WEEKEND READ: Centro in the balance

If investors or the banks are to recover a meaningful amount of money from the teetering Centro Properties group, it is imperative that it get past the April 30 deadline virtually intact.

As the April 30 deadline for the extension of the Centro Properties group’s $6.5 billion of debt looms, it is apparent that anyone expecting an imminent solution to its financing issues is almost certainly going to be disappointed. That’s probably good news for Centro investors and bad news for the opportunists that have been seeking to take advantage of Centro’s distress.

There has apparently been a lot of interest in potential buyers of Centro Properties’ interests in its two big wholesale funds, Centro Wholesale Fund and Centro America Fund – as well as their individual properties – and a number of parties that have put forward offers to inject equity into the headstock, Centro Properties.

Not surprisingly, however, the aspiring "saviours" of the group are mindful that unless the Australian banks and US bondholders extend the current moratorium on repayment of $4 billion of Centro debt until September 30, all Centro’s banks, including the US lenders who are owed $2.5 billion, will seek repayment and Centro will be plunged into administration.

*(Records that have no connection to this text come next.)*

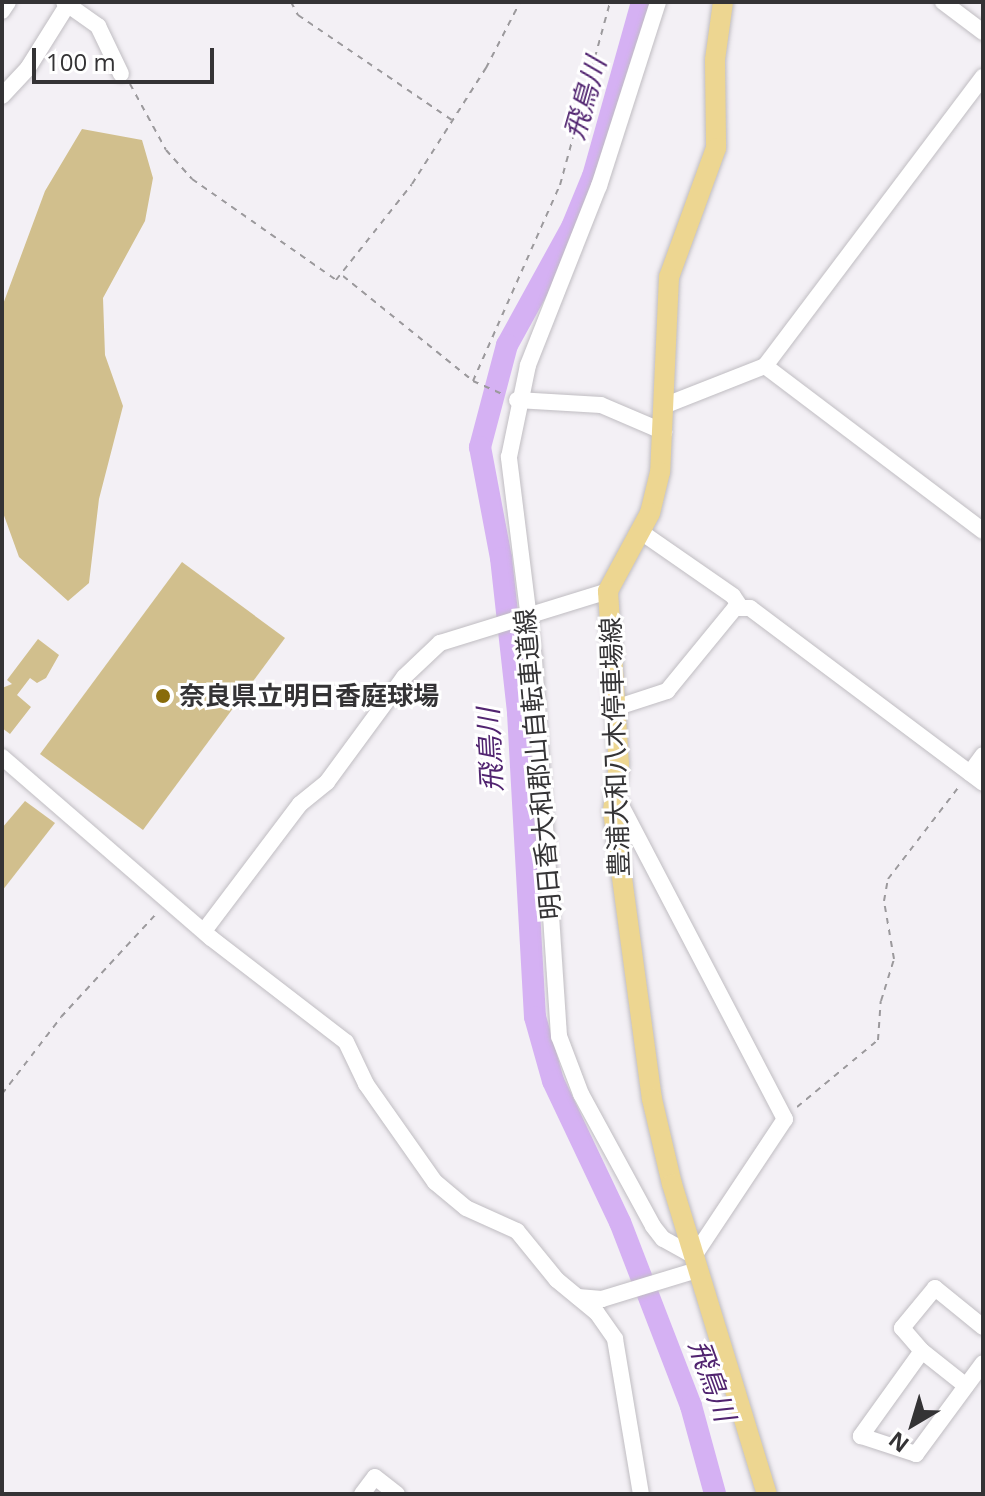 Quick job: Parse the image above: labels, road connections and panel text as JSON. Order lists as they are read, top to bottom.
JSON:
{
  "streets": {
    "main road": ["豊浦大和八木停車場線"],
    "street": ["明日香大和郡山自転車道線"]
  },
  "crossings": [
    ["豊浦大和八木停車場線", "明日香大和郡山自転車道線"]
  ],
  "water": ["飛鳥川"],
  "places": ["奈良県立明日香庭球場"],
  "scale_bar": "100 m",
  "north": "bottom left"
}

The offers, apparently, reflect the perceived leverage and would involve not just equityholders in the various tiers within the group experiencing real pain, but the banks taking a 'hair cut'.

There is structural as well as financial leverage in the Centro group. Quite modest movements in value within the lower tiers of the group structure can have leveraged impacts on the value of Centro Properties and Centro Retail – it would take only a low double-digit loss of value within the structure, if that, to effectively wipe out the equity at the Centro Properties level.

That by itself would argue against Centro’s new chief executive, Glen Rufrano, being prepared to contemplate accepting a bottom-fisher’s offer, although it wouldn’t necessarily prevent the banks from effectively forcing him to take one.

As my colleague, Robert Gottliebsen has argued, however, the banks are effectively in the same boat as Centro equityholders because one of the key group assets is its services business and the value of its management rights, which would evaporate if they appointed an administrator. That undermines the banks’ ability to impose an outcome on Centro and to force it to accept an outcome that equityholders would find unpalatable.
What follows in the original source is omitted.